If this is what it means to be right wing, I don’t want any part of it.
I am a conservative in the tradition of Disraeli, a man who was sneered at by political opponents as ‘that jew’ but who set out the basis for a strong, compassionate and outward-looking politics. Dizzy’s ideas matter - care for the institutions of state, protect our traditions, and direct politics to the task of making ordinary people better off. If the right falls, instead, into the rabbit hole of identity - seeing the Somali criminal as a criminal because he is a Somali not because he is a criminal - then it joins the very world of ‘woke’ that it screams about. Conservatives should be trying to live Martin Luther King's dream of a nation where people “...will not be judged by the color of their skin but by the content of their character."
This isn’t an argument for mass migration or for ignoring the features that describe people but rather it is a plea to stop demanding that we count how many black people there are and how many are bad. This, the politics of identity, destroyed the left’s traditions of commonwealth and, I fear, will devour the right too. We will, you need only look at the demands for data on ethnicity and crime to understand, find ourselves making people fearful of or hating every Somali not dealing with the Somali criminal. We should deal with crime firmly, taking the criminals off the street, deporting them if necessary but we should stop our obsession with counting black people. It does not help make anyone safer and it results in the painting of good, innocent people as a problem simply because of the ethnic or cultural box in which you’ve decided to dump them.

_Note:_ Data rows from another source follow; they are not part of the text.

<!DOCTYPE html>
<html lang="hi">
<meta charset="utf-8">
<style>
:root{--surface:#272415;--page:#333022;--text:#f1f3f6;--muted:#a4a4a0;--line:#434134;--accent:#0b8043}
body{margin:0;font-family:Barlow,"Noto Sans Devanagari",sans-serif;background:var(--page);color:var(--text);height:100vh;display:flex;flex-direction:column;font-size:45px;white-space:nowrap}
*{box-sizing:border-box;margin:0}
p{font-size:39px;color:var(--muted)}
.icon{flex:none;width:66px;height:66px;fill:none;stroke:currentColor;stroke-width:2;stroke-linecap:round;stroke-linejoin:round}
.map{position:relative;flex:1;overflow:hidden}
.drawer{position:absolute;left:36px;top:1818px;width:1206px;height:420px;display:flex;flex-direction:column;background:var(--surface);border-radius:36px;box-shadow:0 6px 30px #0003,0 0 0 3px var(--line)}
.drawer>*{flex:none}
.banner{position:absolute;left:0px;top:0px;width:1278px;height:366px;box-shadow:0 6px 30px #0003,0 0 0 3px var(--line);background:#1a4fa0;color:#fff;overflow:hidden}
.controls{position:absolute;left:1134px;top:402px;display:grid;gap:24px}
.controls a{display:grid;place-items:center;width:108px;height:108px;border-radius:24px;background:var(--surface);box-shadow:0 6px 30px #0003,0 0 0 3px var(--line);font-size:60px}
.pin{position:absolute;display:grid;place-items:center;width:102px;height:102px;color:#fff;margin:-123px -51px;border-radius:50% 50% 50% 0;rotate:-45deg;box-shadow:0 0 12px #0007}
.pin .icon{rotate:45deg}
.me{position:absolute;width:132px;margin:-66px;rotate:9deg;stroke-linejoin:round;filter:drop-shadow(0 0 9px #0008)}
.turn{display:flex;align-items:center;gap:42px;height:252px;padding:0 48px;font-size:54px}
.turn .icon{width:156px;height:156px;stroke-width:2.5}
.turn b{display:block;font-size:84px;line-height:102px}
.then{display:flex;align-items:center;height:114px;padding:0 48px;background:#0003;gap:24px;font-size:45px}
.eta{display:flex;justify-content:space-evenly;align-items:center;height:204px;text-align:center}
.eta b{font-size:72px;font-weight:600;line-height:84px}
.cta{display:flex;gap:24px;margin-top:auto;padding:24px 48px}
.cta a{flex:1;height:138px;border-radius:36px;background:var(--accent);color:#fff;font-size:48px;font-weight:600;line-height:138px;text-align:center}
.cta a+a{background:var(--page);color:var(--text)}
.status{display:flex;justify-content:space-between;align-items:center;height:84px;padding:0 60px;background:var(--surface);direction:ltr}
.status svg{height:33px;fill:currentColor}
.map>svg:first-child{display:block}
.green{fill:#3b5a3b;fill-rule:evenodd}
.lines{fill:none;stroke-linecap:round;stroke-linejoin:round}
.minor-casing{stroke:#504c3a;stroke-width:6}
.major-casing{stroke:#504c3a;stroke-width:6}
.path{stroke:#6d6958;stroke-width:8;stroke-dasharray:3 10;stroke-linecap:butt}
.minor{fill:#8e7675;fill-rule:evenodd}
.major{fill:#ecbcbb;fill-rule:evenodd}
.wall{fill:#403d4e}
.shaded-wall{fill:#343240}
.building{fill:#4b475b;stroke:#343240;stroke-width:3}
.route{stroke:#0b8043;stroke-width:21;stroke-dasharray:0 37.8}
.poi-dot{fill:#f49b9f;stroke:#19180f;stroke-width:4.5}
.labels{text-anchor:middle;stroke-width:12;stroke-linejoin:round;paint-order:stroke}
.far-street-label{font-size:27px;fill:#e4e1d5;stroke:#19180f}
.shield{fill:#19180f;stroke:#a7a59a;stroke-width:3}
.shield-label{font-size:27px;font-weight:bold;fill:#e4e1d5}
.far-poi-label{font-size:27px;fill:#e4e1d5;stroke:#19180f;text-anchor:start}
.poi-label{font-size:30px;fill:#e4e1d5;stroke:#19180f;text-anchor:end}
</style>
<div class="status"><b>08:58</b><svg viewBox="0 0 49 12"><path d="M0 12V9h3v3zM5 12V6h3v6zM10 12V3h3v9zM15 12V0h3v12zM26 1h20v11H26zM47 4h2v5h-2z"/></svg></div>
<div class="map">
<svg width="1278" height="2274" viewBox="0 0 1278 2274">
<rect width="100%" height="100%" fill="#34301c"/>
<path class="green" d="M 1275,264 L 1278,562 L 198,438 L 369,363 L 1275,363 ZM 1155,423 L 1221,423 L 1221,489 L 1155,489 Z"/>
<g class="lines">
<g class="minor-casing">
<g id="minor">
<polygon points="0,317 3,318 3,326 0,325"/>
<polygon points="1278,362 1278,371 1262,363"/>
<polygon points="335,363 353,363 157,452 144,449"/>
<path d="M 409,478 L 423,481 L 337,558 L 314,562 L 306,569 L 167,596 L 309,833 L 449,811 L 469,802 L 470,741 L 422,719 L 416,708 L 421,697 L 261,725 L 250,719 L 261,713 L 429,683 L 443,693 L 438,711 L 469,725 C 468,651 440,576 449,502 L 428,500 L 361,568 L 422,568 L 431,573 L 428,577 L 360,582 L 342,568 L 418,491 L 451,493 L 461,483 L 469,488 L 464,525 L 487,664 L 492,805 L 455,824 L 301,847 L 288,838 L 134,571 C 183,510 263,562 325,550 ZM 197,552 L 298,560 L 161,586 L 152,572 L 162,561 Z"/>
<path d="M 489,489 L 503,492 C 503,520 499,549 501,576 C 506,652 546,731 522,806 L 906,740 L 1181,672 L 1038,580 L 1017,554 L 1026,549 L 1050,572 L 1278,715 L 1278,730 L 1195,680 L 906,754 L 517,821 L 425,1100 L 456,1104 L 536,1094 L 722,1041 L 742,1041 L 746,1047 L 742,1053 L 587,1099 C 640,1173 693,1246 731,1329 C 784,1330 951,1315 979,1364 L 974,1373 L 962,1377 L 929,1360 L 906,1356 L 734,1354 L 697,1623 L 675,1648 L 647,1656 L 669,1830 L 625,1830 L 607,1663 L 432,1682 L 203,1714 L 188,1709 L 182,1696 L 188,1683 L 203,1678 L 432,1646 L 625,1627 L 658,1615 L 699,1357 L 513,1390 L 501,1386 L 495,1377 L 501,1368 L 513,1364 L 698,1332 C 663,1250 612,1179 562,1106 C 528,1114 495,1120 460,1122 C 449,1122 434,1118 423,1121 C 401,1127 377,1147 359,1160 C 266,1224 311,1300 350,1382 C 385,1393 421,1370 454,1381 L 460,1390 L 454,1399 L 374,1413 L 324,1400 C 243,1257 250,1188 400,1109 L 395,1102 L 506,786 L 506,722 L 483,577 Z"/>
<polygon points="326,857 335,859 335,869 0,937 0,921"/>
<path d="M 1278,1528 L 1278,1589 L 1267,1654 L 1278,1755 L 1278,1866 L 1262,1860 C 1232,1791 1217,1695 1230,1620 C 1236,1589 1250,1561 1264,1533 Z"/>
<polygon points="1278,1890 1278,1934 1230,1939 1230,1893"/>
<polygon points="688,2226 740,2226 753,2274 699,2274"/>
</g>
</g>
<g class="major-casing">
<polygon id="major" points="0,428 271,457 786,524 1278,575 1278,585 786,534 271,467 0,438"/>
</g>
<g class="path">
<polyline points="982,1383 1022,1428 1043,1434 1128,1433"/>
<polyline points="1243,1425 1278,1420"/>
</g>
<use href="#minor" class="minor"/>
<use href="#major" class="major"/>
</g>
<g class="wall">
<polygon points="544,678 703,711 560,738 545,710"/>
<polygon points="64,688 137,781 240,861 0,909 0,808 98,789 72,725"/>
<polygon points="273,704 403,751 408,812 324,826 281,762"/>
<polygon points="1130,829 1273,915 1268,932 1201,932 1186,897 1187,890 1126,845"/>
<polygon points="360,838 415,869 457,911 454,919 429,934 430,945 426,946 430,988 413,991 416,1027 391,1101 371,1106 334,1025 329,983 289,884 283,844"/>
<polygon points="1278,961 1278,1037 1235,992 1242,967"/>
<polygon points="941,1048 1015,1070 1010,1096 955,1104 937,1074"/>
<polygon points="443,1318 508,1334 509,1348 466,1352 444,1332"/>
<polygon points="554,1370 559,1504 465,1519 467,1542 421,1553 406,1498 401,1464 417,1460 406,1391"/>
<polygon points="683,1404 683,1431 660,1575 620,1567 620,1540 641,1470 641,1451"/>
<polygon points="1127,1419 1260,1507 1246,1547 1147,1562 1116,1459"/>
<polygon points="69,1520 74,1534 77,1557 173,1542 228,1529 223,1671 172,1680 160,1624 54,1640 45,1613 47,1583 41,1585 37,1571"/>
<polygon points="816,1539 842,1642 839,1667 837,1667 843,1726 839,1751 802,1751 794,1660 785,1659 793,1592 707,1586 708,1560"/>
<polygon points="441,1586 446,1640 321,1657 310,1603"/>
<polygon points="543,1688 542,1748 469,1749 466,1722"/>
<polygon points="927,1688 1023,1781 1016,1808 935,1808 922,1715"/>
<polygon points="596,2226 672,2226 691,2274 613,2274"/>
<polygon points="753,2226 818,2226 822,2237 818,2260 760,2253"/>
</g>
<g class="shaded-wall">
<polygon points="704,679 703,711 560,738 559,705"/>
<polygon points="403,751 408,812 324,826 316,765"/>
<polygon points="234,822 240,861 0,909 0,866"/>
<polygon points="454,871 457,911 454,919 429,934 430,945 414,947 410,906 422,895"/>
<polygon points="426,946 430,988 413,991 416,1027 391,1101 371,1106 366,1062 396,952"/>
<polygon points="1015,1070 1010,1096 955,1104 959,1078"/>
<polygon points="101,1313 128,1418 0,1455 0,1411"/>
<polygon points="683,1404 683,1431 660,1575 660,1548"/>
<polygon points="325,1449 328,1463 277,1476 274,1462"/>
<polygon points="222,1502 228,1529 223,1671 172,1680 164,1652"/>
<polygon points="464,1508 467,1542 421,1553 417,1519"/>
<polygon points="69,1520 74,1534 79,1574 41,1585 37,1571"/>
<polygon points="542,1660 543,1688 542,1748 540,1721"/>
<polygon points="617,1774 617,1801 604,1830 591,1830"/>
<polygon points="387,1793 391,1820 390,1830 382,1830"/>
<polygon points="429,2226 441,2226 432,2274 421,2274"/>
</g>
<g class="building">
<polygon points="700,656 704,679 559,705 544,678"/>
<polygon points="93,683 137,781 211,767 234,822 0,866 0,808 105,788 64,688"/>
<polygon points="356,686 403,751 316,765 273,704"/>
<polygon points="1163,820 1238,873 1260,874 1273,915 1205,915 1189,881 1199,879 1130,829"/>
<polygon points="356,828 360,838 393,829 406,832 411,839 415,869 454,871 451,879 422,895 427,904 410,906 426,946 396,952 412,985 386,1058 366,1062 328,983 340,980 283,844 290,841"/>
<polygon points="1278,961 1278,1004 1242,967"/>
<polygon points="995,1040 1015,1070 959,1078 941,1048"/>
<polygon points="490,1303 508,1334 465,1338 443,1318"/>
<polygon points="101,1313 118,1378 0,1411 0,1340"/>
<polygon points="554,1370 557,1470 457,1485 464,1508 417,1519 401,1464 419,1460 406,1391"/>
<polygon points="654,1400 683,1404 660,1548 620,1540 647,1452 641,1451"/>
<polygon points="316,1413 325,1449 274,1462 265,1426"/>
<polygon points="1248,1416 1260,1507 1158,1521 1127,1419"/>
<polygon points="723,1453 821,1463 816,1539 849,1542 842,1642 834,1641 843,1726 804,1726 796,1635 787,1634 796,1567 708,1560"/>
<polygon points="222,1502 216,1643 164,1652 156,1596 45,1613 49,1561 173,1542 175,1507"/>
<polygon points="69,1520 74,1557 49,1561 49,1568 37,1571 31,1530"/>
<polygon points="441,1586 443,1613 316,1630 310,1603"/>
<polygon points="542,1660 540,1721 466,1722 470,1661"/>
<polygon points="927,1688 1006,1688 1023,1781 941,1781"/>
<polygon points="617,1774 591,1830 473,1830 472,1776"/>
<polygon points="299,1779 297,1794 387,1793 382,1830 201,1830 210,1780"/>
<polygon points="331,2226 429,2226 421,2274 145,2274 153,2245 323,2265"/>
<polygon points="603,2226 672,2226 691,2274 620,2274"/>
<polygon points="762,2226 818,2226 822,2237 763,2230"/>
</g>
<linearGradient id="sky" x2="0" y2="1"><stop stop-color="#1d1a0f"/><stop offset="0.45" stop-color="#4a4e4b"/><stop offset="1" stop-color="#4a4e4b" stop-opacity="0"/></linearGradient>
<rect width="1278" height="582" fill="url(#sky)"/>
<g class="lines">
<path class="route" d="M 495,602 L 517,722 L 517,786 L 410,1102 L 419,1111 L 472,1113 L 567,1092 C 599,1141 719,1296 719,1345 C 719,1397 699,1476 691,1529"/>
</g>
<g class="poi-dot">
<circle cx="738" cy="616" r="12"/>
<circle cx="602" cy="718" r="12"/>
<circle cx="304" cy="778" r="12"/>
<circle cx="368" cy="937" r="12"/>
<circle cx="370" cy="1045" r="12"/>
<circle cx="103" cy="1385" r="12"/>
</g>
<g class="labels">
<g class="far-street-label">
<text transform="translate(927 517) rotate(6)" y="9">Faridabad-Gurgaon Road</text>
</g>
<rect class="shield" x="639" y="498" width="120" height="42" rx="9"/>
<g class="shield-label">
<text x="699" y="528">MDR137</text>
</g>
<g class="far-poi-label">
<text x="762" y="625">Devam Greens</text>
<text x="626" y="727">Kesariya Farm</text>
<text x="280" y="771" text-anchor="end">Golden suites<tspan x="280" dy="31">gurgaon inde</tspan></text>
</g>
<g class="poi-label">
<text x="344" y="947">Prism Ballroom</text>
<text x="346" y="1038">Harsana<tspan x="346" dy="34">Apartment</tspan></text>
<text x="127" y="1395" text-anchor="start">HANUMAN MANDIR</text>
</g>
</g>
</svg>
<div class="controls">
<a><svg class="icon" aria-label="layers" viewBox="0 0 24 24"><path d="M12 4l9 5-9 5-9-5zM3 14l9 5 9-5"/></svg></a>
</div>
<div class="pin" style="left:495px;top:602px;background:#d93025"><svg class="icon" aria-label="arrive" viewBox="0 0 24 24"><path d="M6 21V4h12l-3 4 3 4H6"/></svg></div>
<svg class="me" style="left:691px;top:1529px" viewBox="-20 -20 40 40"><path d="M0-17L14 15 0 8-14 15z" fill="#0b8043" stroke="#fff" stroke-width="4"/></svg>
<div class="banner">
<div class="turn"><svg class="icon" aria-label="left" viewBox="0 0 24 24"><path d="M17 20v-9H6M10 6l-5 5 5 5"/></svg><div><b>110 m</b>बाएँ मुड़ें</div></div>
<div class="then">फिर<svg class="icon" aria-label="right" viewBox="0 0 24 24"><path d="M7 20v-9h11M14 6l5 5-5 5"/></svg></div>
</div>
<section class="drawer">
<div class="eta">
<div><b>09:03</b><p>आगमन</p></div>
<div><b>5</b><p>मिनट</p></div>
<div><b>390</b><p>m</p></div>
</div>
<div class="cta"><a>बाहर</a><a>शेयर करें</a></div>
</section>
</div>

The right is lost. It has embraced the woke identity politics of the left as its new ideology. And people tell Frank Bruno he isn't English. Which, if you think for a few seconds, is obviously nonsense.

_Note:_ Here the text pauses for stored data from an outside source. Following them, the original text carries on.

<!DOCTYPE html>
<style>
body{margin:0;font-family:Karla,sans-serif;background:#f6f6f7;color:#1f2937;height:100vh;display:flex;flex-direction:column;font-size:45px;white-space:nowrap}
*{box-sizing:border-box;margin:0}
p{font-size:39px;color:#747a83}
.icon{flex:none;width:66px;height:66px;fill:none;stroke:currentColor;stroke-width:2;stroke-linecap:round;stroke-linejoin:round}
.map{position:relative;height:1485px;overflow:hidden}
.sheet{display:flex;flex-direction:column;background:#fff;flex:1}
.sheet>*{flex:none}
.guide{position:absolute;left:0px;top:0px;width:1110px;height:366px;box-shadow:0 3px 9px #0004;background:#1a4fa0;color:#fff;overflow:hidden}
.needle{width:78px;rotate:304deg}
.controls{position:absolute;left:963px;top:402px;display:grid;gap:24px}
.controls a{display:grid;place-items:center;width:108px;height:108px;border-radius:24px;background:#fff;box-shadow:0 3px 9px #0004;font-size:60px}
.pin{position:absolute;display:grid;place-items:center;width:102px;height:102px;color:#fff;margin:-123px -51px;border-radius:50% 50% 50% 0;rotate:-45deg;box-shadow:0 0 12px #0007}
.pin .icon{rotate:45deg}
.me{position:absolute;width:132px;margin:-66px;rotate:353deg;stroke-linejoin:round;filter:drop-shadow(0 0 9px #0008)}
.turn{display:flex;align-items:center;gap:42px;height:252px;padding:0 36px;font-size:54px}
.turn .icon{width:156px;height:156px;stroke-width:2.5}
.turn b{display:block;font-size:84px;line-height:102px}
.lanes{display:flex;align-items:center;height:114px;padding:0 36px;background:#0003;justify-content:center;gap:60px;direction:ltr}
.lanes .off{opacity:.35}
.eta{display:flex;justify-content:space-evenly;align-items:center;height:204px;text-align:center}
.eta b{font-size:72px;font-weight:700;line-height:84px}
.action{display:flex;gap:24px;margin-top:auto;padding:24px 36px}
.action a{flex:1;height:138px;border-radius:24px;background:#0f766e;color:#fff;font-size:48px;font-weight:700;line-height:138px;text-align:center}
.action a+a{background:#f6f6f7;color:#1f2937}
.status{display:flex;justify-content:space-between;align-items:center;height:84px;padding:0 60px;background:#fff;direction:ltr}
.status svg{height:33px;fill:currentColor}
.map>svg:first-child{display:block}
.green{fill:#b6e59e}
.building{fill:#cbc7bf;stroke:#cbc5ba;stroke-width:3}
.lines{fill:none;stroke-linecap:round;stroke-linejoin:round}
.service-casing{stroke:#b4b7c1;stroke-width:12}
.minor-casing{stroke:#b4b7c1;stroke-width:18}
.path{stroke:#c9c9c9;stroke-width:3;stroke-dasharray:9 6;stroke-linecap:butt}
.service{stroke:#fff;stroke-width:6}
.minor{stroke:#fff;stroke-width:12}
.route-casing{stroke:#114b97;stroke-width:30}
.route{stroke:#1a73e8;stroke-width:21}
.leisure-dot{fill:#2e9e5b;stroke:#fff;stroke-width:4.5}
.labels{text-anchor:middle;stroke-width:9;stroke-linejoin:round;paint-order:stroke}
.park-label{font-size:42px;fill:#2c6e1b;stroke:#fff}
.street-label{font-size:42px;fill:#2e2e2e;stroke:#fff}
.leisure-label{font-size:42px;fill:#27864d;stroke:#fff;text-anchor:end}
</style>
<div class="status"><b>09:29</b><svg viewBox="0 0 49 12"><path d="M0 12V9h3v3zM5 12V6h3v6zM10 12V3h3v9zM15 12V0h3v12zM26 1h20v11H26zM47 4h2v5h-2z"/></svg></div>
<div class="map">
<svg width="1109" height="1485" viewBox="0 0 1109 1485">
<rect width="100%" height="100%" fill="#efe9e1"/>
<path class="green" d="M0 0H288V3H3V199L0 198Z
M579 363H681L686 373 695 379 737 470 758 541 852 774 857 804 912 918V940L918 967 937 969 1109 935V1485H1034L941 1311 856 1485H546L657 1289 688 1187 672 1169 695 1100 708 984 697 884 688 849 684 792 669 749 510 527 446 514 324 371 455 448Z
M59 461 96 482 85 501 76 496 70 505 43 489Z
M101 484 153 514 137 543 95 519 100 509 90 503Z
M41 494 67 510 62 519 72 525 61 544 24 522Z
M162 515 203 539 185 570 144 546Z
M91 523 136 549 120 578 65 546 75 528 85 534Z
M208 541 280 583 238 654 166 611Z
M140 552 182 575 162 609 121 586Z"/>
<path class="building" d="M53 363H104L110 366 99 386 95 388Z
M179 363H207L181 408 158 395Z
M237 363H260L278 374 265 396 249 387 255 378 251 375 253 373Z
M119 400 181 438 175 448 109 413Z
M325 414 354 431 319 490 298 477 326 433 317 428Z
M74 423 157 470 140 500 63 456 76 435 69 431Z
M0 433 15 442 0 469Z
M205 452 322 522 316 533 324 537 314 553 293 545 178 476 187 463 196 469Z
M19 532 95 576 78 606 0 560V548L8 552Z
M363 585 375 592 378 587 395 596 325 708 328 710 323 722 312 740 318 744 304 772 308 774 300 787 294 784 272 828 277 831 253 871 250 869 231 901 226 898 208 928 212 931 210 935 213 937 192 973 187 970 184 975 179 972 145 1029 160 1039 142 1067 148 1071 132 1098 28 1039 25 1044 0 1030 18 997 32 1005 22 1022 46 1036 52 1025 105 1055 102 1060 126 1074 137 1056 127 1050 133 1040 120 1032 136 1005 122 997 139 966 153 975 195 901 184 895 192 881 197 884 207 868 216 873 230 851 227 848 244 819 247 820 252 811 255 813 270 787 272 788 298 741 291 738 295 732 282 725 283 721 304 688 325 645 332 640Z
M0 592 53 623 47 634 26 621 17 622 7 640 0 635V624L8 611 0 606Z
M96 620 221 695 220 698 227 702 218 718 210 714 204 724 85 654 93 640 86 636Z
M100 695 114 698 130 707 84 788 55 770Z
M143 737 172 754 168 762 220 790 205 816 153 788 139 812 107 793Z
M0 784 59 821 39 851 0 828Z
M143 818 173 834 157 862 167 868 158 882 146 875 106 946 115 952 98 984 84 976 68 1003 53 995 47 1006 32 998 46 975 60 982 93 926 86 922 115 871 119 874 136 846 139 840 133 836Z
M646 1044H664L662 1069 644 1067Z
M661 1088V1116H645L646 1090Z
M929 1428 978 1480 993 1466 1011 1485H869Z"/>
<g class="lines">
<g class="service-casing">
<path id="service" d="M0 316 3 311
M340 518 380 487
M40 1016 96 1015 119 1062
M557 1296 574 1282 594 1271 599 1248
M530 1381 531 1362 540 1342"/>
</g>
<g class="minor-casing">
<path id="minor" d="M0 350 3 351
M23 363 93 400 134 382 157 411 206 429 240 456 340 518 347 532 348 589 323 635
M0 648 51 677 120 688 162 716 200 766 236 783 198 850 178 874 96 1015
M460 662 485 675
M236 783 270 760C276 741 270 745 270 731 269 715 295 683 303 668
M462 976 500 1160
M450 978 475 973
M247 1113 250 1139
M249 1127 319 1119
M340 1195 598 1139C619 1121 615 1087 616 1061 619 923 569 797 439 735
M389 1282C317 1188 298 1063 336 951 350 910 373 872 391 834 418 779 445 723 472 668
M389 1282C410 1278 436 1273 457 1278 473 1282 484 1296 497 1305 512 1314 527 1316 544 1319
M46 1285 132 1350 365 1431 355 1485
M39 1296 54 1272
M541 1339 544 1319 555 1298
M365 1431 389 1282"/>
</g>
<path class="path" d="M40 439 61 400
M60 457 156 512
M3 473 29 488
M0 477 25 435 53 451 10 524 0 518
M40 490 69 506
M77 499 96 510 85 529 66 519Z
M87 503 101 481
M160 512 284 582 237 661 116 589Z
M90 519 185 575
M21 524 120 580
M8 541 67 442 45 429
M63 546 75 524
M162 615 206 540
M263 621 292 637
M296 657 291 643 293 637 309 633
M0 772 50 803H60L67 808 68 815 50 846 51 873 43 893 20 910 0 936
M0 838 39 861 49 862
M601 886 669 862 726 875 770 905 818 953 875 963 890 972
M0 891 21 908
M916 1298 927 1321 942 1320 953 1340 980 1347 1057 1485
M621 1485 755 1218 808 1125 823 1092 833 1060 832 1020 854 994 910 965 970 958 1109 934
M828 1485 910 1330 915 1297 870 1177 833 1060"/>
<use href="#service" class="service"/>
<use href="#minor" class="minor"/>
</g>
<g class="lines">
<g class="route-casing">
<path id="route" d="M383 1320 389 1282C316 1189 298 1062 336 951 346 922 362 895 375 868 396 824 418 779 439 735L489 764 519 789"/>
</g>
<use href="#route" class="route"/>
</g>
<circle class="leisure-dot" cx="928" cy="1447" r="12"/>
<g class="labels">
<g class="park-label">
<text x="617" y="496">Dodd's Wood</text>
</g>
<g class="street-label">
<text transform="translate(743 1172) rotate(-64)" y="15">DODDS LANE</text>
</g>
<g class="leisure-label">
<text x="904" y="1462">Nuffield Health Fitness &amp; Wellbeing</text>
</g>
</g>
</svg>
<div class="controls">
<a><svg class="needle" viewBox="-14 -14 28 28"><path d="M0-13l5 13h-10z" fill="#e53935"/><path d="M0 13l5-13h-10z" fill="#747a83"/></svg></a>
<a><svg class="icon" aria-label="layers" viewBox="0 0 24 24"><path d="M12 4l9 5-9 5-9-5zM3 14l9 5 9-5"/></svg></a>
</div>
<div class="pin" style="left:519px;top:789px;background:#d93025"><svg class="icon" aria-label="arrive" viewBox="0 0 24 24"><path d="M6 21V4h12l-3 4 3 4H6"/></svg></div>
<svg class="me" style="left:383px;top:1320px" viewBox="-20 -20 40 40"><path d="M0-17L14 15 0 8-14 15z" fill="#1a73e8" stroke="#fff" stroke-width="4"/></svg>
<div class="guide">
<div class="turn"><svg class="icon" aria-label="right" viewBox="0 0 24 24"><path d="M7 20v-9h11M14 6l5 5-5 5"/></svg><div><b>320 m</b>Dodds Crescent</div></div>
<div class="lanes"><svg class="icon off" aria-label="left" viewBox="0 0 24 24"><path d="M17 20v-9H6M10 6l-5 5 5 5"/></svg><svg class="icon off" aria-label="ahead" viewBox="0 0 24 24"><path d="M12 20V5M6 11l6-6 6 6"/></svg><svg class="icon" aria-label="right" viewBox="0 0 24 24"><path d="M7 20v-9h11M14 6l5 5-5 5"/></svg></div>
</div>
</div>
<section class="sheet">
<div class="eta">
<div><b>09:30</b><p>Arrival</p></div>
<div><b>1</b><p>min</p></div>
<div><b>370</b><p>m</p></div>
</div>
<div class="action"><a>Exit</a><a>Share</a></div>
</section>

Rapid mass immigration has unsettled people who react viscerally rather than think things through.
In November 2023, while wearing poppies on the Saturday before Cenotaph Sunday, we had to wade through thousands of masked people on their way to that day's march in support of Hamas. As two masked men drew level with us they noticed the popplies on two elderly white people and said "f*ckers" as they walked past. I suppose we were lucky the assault was merely verbal.
It was clear there was no 'we' anymore. The experience did not make me a white ethno-nationalist but I can see how the doctrine of multiculturalism, and vilification of anyone who questions it, can provoke polarisation. Yes, white nationalists have agency and are accountable, but one can see how two tier policing, two tier justice, and preferential housing for migrants from cultures alien, hostile even, to our own, produce the polarisation that leads to attacking poor Frank, a very decent English bloke.
White ethno-nationalism is a secondary phenomenon. The primary cause is diastrous goverment.
Once the Identity Politics cat was out of the bag, there was no way it wouldn't be adopted by the natives.